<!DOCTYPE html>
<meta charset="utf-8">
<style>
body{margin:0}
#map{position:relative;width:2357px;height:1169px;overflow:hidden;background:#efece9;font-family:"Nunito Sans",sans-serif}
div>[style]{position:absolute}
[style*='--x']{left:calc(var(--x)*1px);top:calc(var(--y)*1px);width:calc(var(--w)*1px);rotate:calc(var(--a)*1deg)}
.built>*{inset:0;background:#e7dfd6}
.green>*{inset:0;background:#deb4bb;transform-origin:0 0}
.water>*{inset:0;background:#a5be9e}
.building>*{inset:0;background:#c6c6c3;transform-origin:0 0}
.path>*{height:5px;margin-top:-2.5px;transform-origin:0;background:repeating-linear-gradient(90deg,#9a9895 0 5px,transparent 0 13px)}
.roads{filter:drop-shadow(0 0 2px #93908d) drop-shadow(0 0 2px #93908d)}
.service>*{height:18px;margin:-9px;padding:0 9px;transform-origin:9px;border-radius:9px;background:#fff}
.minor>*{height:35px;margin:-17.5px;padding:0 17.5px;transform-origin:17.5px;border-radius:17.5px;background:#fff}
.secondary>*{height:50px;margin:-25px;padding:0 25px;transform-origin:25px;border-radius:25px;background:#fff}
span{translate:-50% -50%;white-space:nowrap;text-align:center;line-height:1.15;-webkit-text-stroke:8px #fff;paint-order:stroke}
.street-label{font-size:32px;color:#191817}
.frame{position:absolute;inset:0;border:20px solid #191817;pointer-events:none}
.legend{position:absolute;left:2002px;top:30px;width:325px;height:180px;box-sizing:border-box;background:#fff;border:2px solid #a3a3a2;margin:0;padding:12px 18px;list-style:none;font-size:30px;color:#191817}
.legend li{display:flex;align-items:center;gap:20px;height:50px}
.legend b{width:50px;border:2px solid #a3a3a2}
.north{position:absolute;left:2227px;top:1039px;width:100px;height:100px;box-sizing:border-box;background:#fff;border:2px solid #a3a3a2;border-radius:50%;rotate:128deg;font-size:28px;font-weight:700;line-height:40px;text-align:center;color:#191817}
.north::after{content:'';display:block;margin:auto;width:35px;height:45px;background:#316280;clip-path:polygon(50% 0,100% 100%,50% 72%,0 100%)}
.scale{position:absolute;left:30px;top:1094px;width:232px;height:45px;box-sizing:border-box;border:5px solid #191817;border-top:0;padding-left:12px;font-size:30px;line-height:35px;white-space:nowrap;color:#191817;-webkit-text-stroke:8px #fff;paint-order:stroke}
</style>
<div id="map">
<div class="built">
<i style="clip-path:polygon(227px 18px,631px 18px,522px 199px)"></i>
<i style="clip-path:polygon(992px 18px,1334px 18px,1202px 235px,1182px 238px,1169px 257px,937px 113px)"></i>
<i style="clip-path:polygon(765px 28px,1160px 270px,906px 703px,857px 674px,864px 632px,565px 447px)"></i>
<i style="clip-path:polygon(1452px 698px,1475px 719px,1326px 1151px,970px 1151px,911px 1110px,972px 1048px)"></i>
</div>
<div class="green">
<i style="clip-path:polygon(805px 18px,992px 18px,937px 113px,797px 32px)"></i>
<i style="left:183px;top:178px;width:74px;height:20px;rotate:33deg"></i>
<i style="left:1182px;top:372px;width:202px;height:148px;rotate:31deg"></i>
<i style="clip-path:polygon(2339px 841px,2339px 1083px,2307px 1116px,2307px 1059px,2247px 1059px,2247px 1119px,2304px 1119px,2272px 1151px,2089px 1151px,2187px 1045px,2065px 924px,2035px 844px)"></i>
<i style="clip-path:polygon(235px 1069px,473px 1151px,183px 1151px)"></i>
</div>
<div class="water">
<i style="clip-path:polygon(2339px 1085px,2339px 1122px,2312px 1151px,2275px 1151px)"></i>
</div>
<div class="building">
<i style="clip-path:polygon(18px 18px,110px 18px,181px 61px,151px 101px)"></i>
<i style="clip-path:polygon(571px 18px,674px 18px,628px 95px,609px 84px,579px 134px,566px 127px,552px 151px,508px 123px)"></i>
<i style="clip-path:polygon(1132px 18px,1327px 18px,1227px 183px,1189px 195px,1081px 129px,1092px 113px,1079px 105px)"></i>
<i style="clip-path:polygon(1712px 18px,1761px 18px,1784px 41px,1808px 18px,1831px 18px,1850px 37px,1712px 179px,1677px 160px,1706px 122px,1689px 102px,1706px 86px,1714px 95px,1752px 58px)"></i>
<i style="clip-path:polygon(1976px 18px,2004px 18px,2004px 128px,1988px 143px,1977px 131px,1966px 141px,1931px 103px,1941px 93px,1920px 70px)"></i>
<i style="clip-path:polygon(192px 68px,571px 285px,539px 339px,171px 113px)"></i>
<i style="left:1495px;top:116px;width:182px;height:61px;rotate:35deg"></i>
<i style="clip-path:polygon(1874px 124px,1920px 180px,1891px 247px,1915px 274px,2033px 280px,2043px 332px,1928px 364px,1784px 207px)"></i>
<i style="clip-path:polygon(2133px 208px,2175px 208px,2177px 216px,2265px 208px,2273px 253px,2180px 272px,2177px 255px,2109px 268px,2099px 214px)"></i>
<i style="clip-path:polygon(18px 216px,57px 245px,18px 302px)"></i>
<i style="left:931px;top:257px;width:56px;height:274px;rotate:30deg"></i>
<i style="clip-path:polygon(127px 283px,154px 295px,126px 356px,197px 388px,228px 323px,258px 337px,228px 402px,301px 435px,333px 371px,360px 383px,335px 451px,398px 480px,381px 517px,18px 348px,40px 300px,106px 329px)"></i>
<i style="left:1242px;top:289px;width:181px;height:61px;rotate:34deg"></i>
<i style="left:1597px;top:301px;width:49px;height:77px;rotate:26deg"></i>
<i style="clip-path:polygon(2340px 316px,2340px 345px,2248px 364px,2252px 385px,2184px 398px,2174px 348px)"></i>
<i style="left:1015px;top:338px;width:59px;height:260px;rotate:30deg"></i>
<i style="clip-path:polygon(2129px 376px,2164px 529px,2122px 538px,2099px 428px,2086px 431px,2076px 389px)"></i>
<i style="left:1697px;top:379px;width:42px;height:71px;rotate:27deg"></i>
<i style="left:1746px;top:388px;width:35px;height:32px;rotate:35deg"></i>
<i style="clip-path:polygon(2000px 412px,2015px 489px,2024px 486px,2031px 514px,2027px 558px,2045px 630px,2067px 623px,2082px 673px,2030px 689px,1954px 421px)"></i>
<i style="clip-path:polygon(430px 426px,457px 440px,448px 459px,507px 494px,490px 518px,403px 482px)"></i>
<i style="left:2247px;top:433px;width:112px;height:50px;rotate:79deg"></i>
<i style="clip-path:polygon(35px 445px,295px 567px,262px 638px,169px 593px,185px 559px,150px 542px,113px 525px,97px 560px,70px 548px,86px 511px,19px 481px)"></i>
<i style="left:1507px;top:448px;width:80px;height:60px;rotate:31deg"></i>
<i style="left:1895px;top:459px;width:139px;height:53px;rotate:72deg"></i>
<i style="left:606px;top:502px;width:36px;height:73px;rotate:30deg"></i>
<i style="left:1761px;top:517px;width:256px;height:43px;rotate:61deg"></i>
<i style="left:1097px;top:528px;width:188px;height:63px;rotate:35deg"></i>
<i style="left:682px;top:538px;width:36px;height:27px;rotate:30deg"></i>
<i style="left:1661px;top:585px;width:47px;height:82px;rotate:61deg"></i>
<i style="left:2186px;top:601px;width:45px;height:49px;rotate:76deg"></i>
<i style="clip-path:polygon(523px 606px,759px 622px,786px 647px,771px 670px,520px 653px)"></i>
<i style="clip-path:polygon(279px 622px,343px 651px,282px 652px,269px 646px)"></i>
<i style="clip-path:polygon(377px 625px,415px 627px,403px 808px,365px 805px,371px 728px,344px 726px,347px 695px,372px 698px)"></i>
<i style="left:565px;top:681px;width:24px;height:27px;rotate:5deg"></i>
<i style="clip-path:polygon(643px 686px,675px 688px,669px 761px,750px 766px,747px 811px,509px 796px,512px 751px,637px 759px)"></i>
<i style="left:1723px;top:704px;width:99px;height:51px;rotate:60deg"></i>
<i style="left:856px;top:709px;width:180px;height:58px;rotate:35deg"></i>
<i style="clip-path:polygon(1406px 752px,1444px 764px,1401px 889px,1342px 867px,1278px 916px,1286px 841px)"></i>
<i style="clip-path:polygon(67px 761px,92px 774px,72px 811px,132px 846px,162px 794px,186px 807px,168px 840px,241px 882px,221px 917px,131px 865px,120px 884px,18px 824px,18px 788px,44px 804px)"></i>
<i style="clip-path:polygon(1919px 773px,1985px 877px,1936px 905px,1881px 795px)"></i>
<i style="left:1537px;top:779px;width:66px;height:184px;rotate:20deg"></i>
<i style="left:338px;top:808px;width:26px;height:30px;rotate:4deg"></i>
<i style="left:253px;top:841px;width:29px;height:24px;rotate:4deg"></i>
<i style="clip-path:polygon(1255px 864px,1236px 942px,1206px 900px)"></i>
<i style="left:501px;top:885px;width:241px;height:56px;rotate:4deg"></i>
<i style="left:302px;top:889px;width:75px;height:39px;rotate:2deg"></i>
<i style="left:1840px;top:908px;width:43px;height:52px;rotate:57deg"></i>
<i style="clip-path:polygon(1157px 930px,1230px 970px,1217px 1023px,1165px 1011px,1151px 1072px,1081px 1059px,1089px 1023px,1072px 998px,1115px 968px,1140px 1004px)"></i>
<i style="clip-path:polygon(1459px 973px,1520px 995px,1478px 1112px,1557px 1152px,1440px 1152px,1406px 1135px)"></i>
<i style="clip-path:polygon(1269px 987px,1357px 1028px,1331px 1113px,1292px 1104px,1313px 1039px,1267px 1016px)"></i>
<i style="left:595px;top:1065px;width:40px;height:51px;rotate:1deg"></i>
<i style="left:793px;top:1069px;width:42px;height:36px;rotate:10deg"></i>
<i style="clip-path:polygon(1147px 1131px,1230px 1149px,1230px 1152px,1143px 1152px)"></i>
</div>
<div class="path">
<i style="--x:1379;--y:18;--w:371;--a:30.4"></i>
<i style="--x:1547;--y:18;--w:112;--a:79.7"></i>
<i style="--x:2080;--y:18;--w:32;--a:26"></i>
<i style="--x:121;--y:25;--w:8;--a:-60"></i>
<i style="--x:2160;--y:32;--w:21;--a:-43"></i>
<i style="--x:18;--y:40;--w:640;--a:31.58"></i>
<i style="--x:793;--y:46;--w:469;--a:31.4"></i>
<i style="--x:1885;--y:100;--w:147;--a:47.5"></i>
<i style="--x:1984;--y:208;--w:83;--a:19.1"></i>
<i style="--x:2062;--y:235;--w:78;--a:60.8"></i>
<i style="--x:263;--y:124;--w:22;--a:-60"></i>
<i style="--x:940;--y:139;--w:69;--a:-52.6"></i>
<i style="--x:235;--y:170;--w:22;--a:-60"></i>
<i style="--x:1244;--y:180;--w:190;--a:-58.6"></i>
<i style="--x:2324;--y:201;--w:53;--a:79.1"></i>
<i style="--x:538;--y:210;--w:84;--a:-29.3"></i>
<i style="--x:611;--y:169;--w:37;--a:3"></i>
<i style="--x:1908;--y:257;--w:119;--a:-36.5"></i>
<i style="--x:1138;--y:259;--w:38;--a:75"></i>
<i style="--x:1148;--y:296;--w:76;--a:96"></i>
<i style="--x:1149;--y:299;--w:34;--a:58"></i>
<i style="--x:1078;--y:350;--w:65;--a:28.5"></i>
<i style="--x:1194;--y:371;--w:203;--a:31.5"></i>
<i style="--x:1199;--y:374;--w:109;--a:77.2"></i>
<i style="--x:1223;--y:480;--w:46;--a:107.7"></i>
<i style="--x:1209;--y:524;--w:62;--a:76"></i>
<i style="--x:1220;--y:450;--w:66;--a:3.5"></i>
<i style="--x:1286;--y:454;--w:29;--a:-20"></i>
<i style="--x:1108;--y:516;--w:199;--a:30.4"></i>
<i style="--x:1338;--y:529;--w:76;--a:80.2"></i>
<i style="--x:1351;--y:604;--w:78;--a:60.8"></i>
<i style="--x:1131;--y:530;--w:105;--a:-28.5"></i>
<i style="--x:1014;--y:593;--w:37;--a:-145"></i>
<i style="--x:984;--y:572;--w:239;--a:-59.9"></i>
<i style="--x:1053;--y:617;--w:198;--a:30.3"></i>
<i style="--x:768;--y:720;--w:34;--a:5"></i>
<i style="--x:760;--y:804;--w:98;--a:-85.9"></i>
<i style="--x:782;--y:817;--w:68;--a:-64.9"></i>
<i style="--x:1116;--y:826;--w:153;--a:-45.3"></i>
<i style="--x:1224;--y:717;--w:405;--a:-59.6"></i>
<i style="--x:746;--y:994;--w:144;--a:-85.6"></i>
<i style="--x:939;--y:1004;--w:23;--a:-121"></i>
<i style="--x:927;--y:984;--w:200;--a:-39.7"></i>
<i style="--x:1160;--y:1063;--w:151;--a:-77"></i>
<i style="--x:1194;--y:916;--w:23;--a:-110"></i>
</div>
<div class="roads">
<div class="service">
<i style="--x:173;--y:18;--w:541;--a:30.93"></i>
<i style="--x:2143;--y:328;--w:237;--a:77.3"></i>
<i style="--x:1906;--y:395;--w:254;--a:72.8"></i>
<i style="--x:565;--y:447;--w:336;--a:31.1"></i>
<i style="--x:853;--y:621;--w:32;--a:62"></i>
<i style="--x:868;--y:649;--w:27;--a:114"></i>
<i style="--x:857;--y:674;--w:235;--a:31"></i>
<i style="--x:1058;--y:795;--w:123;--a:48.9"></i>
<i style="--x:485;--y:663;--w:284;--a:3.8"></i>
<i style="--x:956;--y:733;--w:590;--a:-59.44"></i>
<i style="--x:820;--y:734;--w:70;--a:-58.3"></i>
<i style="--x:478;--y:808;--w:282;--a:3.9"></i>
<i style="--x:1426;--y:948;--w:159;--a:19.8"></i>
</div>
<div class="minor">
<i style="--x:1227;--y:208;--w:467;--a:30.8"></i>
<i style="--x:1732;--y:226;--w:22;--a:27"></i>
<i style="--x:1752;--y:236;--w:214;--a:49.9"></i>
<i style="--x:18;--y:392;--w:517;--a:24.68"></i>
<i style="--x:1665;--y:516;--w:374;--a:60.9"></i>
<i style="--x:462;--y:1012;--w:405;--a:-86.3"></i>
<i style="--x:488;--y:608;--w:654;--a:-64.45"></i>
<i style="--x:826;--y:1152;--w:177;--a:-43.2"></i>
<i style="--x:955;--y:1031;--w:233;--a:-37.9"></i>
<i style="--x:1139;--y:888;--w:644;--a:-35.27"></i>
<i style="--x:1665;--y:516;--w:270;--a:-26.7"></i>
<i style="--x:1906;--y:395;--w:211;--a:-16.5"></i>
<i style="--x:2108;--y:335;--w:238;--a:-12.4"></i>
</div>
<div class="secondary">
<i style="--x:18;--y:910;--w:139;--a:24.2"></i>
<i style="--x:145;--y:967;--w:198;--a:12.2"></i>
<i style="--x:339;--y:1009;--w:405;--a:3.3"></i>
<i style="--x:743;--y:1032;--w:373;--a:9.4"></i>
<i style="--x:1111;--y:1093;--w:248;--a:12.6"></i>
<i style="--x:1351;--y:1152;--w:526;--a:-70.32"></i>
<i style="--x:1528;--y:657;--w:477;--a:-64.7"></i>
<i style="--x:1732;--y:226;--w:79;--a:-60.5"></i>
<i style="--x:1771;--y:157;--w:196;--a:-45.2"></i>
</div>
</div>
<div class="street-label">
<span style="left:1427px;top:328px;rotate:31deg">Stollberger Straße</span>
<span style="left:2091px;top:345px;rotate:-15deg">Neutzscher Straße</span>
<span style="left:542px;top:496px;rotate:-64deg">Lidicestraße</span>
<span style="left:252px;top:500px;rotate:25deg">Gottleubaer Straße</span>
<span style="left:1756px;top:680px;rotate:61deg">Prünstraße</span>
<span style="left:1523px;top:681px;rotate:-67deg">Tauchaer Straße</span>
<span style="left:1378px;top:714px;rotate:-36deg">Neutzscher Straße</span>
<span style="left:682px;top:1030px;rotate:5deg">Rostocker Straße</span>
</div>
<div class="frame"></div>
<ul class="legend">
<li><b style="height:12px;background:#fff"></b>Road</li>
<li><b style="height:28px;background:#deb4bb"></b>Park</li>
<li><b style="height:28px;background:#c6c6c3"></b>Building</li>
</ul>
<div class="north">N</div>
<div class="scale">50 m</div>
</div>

------

WORK REQUIRED: Whenever the string "green" shows up in a line above, copy that line.

ANSWER SPACE:
.green>*{inset:0;background:#deb4bb;transform-origin:0 0}
<div class="green">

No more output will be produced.